| Description of the task |
Copy each line below containing "place".

| Dataset records |
☆ ☆ ☆ ☆ ☆
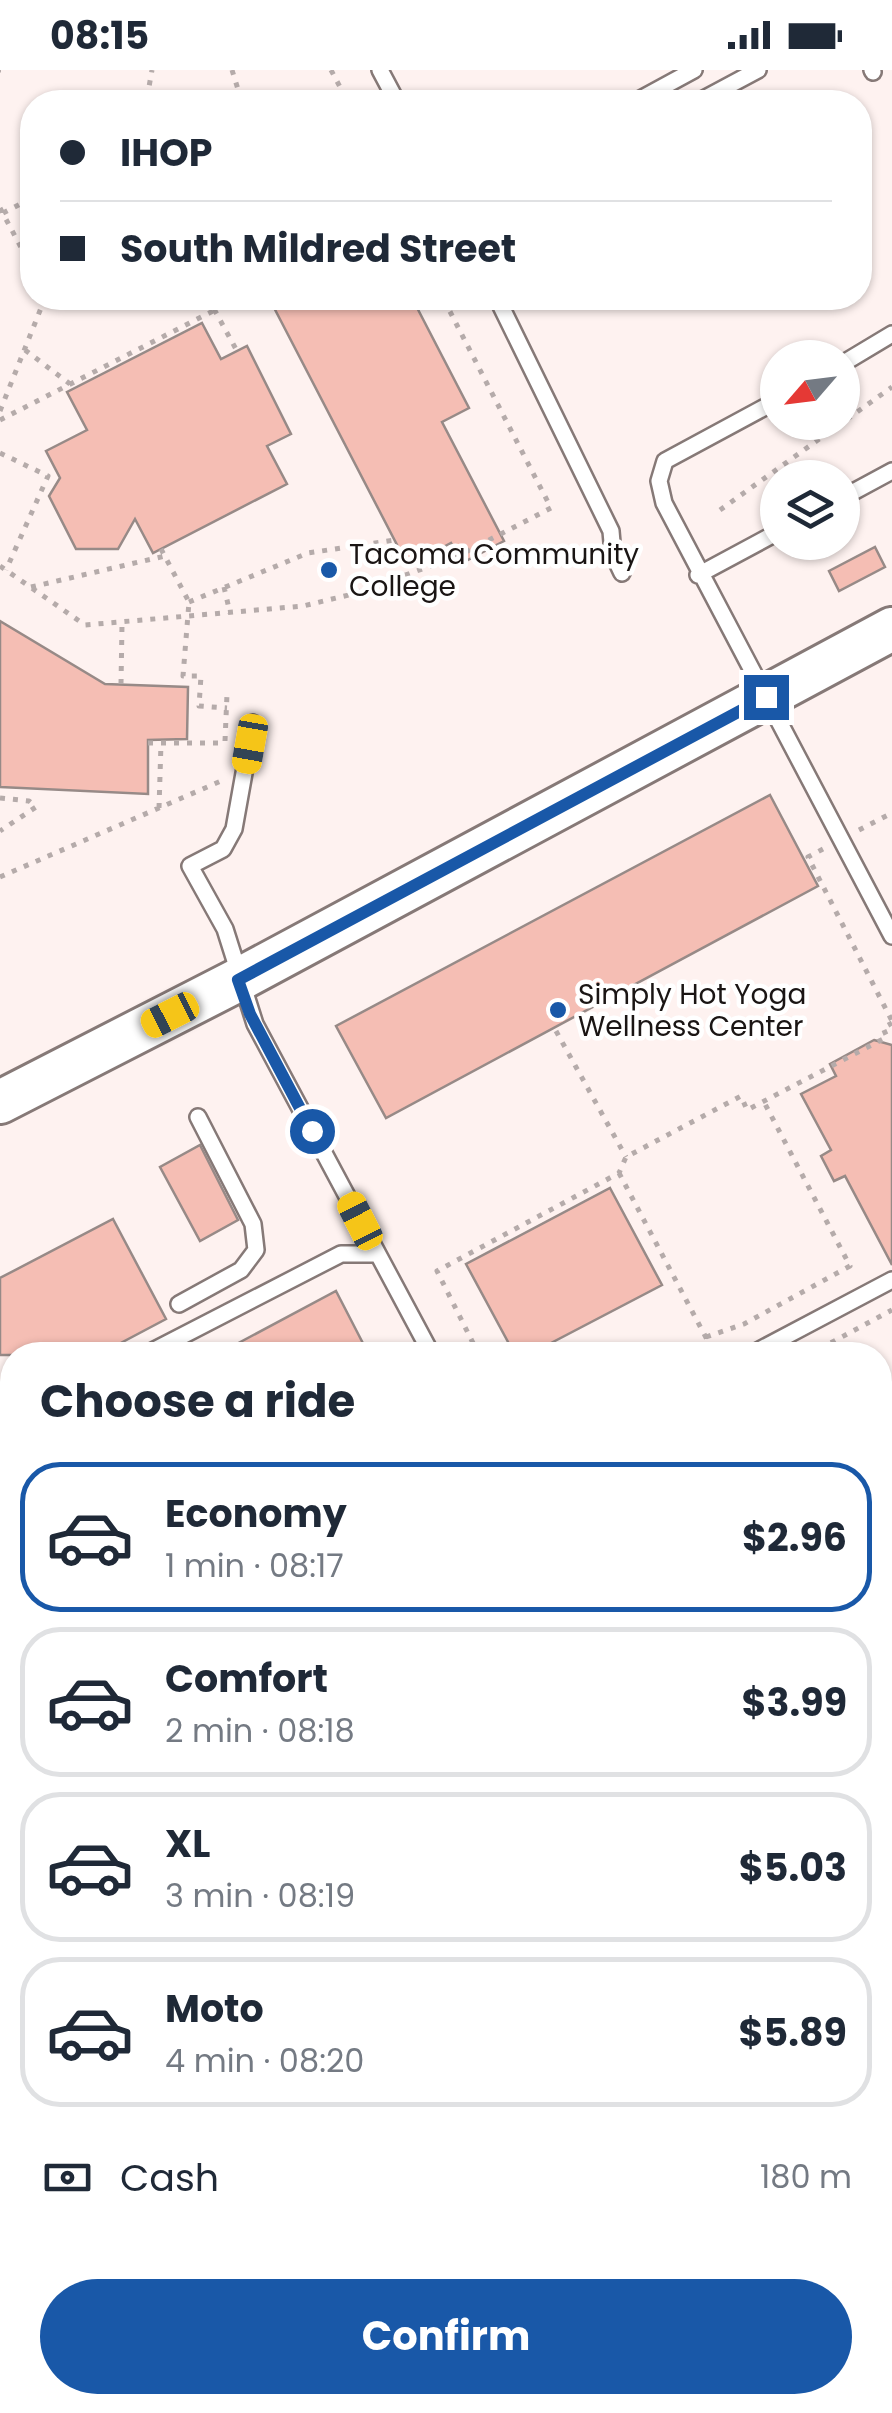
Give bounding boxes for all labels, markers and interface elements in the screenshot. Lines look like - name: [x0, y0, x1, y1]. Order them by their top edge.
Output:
- text: 08:15: [50, 9, 149, 62]
- text: IHOP: [120, 126, 213, 179]
- text: South Mildred Street: [120, 222, 516, 275]
- north arrow: [760, 340, 860, 440]
- map controls: [760, 340, 860, 560]
- button: layers: [760, 460, 860, 560]
- place label: Tacoma Community College: [349, 535, 639, 606]
- marker: Tacoma Community College: [318, 559, 340, 581]
- route end: [744, 675, 789, 720]
- car: [230, 712, 270, 776]
- place label: Simply Hot Yoga Wellness Center: [578, 975, 806, 1046]
- car: [136, 988, 204, 1042]
- marker: Simply Hot Yoga Wellness Center: [547, 999, 569, 1021]
- route start: [290, 1109, 335, 1154]
- car: [333, 1187, 387, 1255]
- text: Choose a ride: [40, 1370, 355, 1433]
- text: Economy: [165, 1487, 347, 1540]
- icon: car: [45, 1492, 135, 1582]
- text: $2.96: [742, 1511, 847, 1564]
- text: 1 min · 08:17: [165, 1543, 344, 1588]
- text: Comfort: [165, 1652, 328, 1705]
- icon: car: [45, 1657, 135, 1747]
- text: $3.99: [742, 1676, 847, 1729]
- text: 2 min · 08:18: [165, 1708, 355, 1753]
- text: XL: [165, 1817, 210, 1870]
- icon: car: [45, 1822, 135, 1912]
- text: $5.03: [739, 1841, 847, 1894]
- text: 3 min · 08:19: [165, 1873, 355, 1918]
- text: Moto: [165, 1982, 264, 2035]
- icon: car: [45, 1987, 135, 2077]
- text: $5.89: [739, 2006, 847, 2059]
- text: 4 min · 08:20: [165, 2038, 364, 2083]
- icon: cash: [40, 2150, 95, 2205]
- text: Cash: [120, 2151, 219, 2204]
- text: 180 m: [760, 2154, 852, 2199]
- button: Confirm: [40, 2279, 852, 2394]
☆ ☆ ☆ ☆ ☆
| Solution to the exercise |
- place label: Tacoma Community College: [349, 535, 639, 606]
- place label: Simply Hot Yoga Wellness Center: [578, 975, 806, 1046]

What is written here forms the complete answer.